**ENTRIES PROVIDED**
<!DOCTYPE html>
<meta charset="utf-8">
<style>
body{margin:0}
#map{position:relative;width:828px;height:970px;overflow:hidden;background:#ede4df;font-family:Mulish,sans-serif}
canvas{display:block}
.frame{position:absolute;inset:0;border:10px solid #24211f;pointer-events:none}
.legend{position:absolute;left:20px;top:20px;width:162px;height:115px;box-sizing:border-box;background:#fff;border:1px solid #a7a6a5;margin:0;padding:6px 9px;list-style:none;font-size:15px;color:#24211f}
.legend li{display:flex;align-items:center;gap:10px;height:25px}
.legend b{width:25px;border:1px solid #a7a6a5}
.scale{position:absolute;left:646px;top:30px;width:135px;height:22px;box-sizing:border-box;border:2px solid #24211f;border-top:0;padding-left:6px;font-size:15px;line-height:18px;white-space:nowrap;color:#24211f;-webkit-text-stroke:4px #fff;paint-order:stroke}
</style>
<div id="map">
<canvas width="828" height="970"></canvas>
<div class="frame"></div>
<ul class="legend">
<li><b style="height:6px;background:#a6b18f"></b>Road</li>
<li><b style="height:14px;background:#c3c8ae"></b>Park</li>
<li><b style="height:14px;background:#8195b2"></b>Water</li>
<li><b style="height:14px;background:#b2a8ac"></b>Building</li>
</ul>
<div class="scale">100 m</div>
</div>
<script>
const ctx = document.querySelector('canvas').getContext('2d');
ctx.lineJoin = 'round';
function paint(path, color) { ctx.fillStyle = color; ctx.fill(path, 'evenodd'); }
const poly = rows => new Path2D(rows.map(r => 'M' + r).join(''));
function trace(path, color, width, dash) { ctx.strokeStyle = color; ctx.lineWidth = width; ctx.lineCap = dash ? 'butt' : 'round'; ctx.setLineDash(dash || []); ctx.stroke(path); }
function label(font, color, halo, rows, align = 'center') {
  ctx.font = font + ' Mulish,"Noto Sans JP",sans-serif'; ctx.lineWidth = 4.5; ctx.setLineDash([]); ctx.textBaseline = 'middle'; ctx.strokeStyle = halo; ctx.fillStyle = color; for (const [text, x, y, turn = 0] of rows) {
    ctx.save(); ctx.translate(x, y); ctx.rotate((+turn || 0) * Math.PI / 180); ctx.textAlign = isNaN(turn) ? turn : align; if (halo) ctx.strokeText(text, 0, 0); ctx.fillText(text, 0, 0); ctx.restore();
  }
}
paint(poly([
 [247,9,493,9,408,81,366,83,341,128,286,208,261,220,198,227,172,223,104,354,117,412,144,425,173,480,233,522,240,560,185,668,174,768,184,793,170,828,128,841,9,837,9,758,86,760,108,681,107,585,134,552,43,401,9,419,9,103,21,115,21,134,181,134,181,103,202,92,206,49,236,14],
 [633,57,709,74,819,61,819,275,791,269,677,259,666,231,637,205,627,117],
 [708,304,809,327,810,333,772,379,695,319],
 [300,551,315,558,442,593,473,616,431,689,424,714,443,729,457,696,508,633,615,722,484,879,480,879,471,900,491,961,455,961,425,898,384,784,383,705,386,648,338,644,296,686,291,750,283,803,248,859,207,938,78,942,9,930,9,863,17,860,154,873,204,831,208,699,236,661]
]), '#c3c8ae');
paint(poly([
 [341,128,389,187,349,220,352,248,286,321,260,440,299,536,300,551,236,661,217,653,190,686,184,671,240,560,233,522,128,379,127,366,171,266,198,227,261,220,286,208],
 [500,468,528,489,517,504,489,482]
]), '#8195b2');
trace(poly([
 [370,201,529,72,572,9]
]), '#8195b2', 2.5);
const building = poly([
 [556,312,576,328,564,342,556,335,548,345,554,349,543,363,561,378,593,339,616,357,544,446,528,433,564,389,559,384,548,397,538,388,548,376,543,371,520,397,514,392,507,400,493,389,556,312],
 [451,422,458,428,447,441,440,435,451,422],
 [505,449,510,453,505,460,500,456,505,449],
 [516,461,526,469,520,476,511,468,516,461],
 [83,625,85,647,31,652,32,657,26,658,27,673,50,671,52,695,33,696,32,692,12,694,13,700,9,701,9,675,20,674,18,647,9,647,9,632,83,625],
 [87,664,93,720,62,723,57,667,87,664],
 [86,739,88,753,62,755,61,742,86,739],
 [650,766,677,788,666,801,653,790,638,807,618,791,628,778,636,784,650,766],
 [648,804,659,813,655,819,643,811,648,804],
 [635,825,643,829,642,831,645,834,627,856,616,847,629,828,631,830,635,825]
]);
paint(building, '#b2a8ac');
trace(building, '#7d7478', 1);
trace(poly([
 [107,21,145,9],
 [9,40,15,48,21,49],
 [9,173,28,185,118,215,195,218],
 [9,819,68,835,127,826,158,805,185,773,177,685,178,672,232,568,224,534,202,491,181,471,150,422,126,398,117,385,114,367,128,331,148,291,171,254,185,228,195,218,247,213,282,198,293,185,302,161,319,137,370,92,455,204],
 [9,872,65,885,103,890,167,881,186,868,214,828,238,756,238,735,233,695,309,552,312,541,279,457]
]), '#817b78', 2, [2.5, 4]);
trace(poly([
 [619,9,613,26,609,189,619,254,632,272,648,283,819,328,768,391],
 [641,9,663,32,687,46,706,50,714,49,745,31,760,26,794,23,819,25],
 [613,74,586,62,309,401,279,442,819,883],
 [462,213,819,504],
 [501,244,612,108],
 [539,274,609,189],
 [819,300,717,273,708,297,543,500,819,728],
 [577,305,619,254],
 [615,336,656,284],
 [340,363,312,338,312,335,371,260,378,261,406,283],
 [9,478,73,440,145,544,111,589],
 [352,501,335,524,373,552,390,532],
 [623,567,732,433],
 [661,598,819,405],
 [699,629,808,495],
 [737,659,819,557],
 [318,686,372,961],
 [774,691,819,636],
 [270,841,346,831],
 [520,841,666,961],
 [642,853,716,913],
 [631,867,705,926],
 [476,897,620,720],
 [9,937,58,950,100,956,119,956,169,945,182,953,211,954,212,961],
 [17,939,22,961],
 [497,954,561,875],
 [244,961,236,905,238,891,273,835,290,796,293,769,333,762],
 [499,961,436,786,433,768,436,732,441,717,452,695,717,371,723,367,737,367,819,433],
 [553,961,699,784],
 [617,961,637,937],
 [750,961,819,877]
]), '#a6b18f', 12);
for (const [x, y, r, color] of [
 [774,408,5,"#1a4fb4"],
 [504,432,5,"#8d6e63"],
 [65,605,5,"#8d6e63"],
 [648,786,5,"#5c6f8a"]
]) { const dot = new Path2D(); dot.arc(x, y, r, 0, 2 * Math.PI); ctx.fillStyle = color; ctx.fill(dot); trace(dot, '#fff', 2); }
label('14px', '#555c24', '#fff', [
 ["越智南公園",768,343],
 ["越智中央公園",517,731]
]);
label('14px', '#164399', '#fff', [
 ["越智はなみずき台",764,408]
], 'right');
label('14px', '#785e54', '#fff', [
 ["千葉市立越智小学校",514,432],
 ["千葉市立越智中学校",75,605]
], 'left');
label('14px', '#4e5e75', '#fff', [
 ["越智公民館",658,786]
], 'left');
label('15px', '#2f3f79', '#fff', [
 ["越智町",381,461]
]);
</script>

**EXERCISE DESCRIPTION**
Out of the entries above, write out only the lines between the line holding "function trace(path, color, width, dash)" and the line holding "[370,201,529,72,572,9]", inclusive, each exactly as given.

**OUTPUT FOR THIS EXERCISE**
function trace(path, color, width, dash) { ctx.strokeStyle = color; ctx.lineWidth = width; ctx.lineCap = dash ? 'butt' : 'round'; ctx.setLineDash(dash || []); ctx.stroke(path); }
function label(font, color, halo, rows, align = 'center') {
  ctx.font = font + ' Mulish,"Noto Sans JP",sans-serif'; ctx.lineWidth = 4.5; ctx.setLineDash([]); ctx.textBaseline = 'middle'; ctx.strokeStyle = halo; ctx.fillStyle = color; for (const [text, x, y, turn = 0] of rows) {
    ctx.save(); ctx.translate(x, y); ctx.rotate((+turn || 0) * Math.PI / 180); ctx.textAlign = isNaN(turn) ? turn : align; if (halo) ctx.strokeText(text, 0, 0); ctx.fillText(text, 0, 0); ctx.restore();
  }
}
paint(poly([
 [247,9,493,9,408,81,366,83,341,128,286,208,261,220,198,227,172,223,104,354,117,412,144,425,173,480,233,522,240,560,185,668,174,768,184,793,170,828,128,841,9,837,9,758,86,760,108,681,107,585,134,552,43,401,9,419,9,103,21,115,21,134,181,134,181,103,202,92,206,49,236,14],
 [633,57,709,74,819,61,819,275,791,269,677,259,666,231,637,205,627,117],
 [708,304,809,327,810,333,772,379,695,319],
 [300,551,315,558,442,593,473,616,431,689,424,714,443,729,457,696,508,633,615,722,484,879,480,879,471,900,491,961,455,961,425,898,384,784,383,705,386,648,338,644,296,686,291,750,283,803,248,859,207,938,78,942,9,930,9,863,17,860,154,873,204,831,208,699,236,661]
]), '#c3c8ae');
paint(poly([
 [341,128,389,187,349,220,352,248,286,321,260,440,299,536,300,551,236,661,217,653,190,686,184,671,240,560,233,522,128,379,127,366,171,266,198,227,261,220,286,208],
 [500,468,528,489,517,504,489,482]
]), '#8195b2');
trace(poly([
 [370,201,529,72,572,9]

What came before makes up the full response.